E se l’uscita dall’euro diventasse inevitabile?
di EMILIANO BRANCACCIO (Il Sole 24 ore)
Di permanenza o uscita dall’euro si è discusso molto e male, in questi anni. Alle libere opinioni di commentatori improvvisati si sono aggiunte le petizioni di principio di colleghi che hanno preferito una pigra partigianeria alla fatica della divulgazione scientifica. Il lettore, desideroso di informarsi, si è trovato a scegliere tra sfocati bozzetti di catastrofi o paradisi, il più delle volte privi di riferimenti alla letteratura. Bene dunque ha fatto Luigi Zingales a promuovere una nuova discussione esortando gli studiosi partecipanti a seguire alcune semplici regole della ricerca, tra cui la buona prassi di distinguere tra impressioni personali e tesi supportate da pubblicazioni accademiche, contributi istituzionali, consensus tra gli esperti.
Zingales ci sollecita a valutare innanzitutto i costi e i benefici di un’eventuale decisione dell’Italia di uscire dall’euro. Ai fini di tale calcolo sarà bene evitare un’incresciosa abitudine che andava di moda tra gli accademici qualche anno fa, e che li induceva a esaminare l’economia come fosse costituita da un fantomatico agente unico, rappresentativo dell’intera collettività. Non occorre scomodare Marx per ricordare che in realtà il sistema è formato da attori sociali molto diversi tra loro, ed è quindi necessario chiarire a quali di essi facciamo ogni volta riferimento nelle analisi.
Per citare un esempio tra tanti, consideriamo l’idea piuttosto diffusa secondo cui il ritorno a una moneta nazionale darebbe facile sfogo alle svalutazioni e quindi alimenterebbe l’inflazione.

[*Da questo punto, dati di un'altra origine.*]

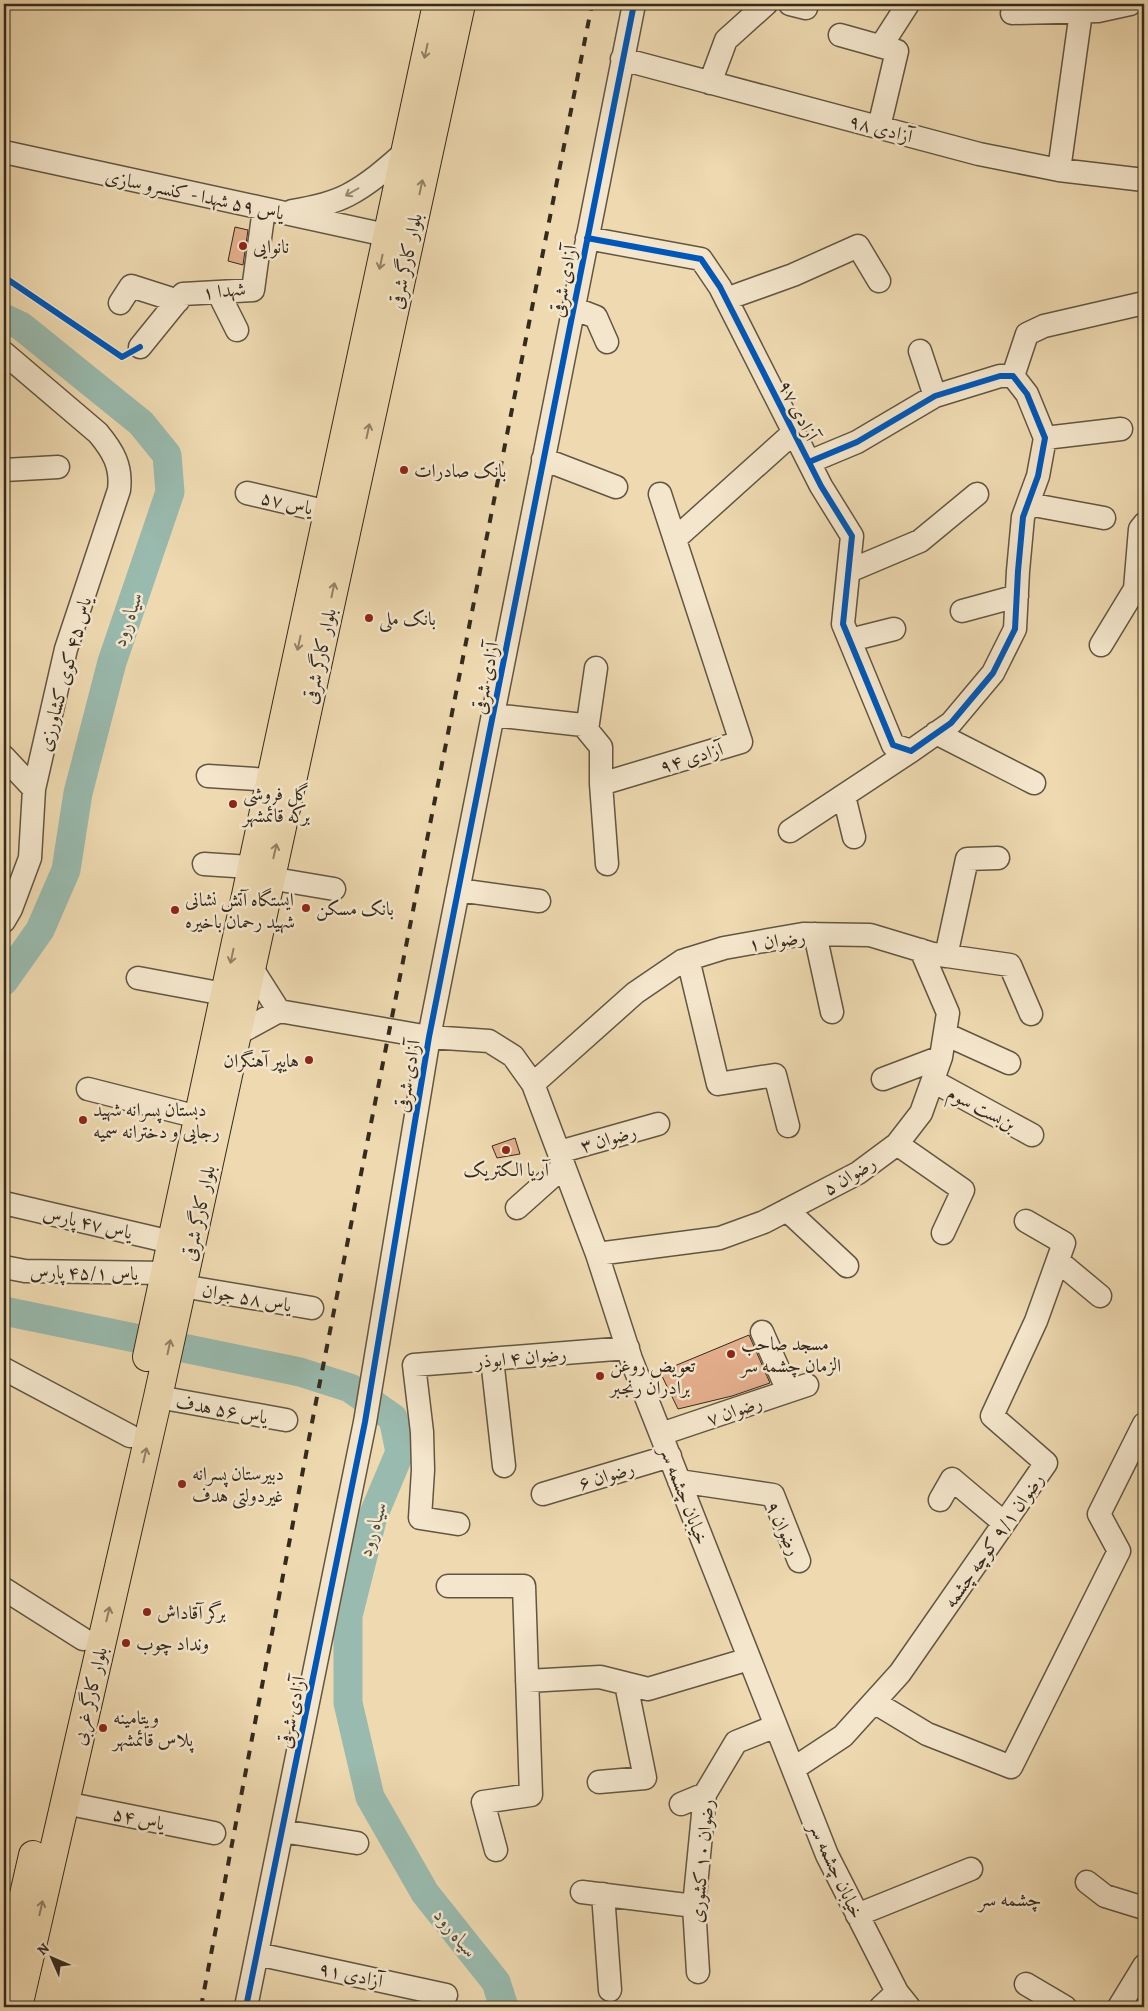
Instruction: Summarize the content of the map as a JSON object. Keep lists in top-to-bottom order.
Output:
{
  "streets": {
    "main road": ["بلوار کارگر شرقی", "بلوار کارگر غربی"],
    "street": [
      "آزادی ۹۸",
      "یاس ۵۹ شهدا - کنسرو سازی",
      "آزادی شرقی",
      "شهدا ۱",
      "آزادی ۹۷",
      "یاس ۵۷",
      "یاس ۴۵ کوی کشاورزی",
      "آزادی ۹۴",
      "رضوان ۱",
      "بن‌بست سوم",
      "رضوان ۳",
      "رضوان ۵",
      "یاس ۴۷ پارس",
      "یاس ۴۵/۱ پارس",
      "یاس ۵۸ جوان",
      "رضوان ۴ ابوذر",
      "یاس ۵۶ هدف",
      "رضوان ۷",
      "رضوان ۶",
      "خیابان چشمه سر",
      "رضوان ۹",
      "رضوان ۹/۱ کوچه چشمه",
      "یاس ۵۴",
      "رضوان ۱۰ کشوری",
      "آزادی ۹۱"
    ]
  },
  "crossings": [
    ["آزادی ۹۸", "آزادی شرقی"],
    ["یاس ۵۹ شهدا - کنسرو سازی", "بلوار کارگر شرقی"],
    ["یاس ۵۹ شهدا - کنسرو سازی", "شهدا ۱"],
    ["بلوار کارگر شرقی", "یاس ۵۷"],
    ["بلوار کارگر شرقی", "یاس ۴۷ پارس"],
    ["بلوار کارگر شرقی", "یاس ۴۵/۱ پارس"],
    ["بلوار کارگر شرقی", "یاس ۵۸ جوان"],
    ["آزادی شرقی", "آزادی ۹۷"],
    ["آزادی شرقی", "خیابان چشمه سر"],
    ["آزادی شرقی", "آزادی ۹۱"],
    ["رضوان ۱", "رضوان ۵"],
    ["رضوان ۱", "خیابان چشمه سر"],
    ["بن‌بست سوم", "رضوان ۵"],
    ["رضوان ۳", "خیابان چشمه سر"],
    ["رضوان ۵", "خیابان چشمه سر"],
    ["یاس ۴۵/۱ پارس", "یاس ۵۸ جوان"],
    ["رضوان ۴ ابوذر", "خیابان چشمه سر"],
    ["یاس ۵۶ هدف", "بلوار کارگر غربی"],
    ["رضوان ۷", "خیابان چشمه سر"],
    ["رضوان ۶", "خیابان چشمه سر"],
    ["خیابان چشمه سر", "رضوان ۹"],
    ["خیابان چشمه سر", "رضوان ۹/۱ کوچه چشمه"],
    ["خیابان چشمه سر", "رضوان ۱۰ کشوری"],
    ["بلوار کارگر غربی", "یاس ۵۴"]
  ],
  "districts": ["چشمه سر"],
  "water": ["سیاه رود"],
  "places": [
    "نانوایی",
    "بانک صادرات",
    "بانک ملی",
    "گل فروشی برکه قائمشهر",
    "بانک مسکن",
    "ایستگاه آتش نشانی شهید رحمان باخیره",
    "هایپر آهنگران",
    "دبستان پسرانه شهید رجایی و دخترانه سمیه",
    "آریا الکتریک",
    "مسجد صاحب الزمان چشمه سر",
    "تعویض روغن برادران رنجبر",
    "دبیرستان پسرانه غیردولتی هدف",
    "برگر آقاداش",
    "ونداد چوب",
    "ویتامینه پلاس قائمشهر"
  ],
  "north": "top left"
}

Distinguendo i diversi gruppi sociali in gioco, questa tesi induce a ritenere che l’uscita dalla moneta unica favorirebbe le imprese e in generale i soggetti che fanno i prezzi, mentre avrebbe ripercussioni negative sui percettori di redditi relativamente fissi: orfani e vedove, come si diceva un tempo, e soprattutto lavoratori dipendenti.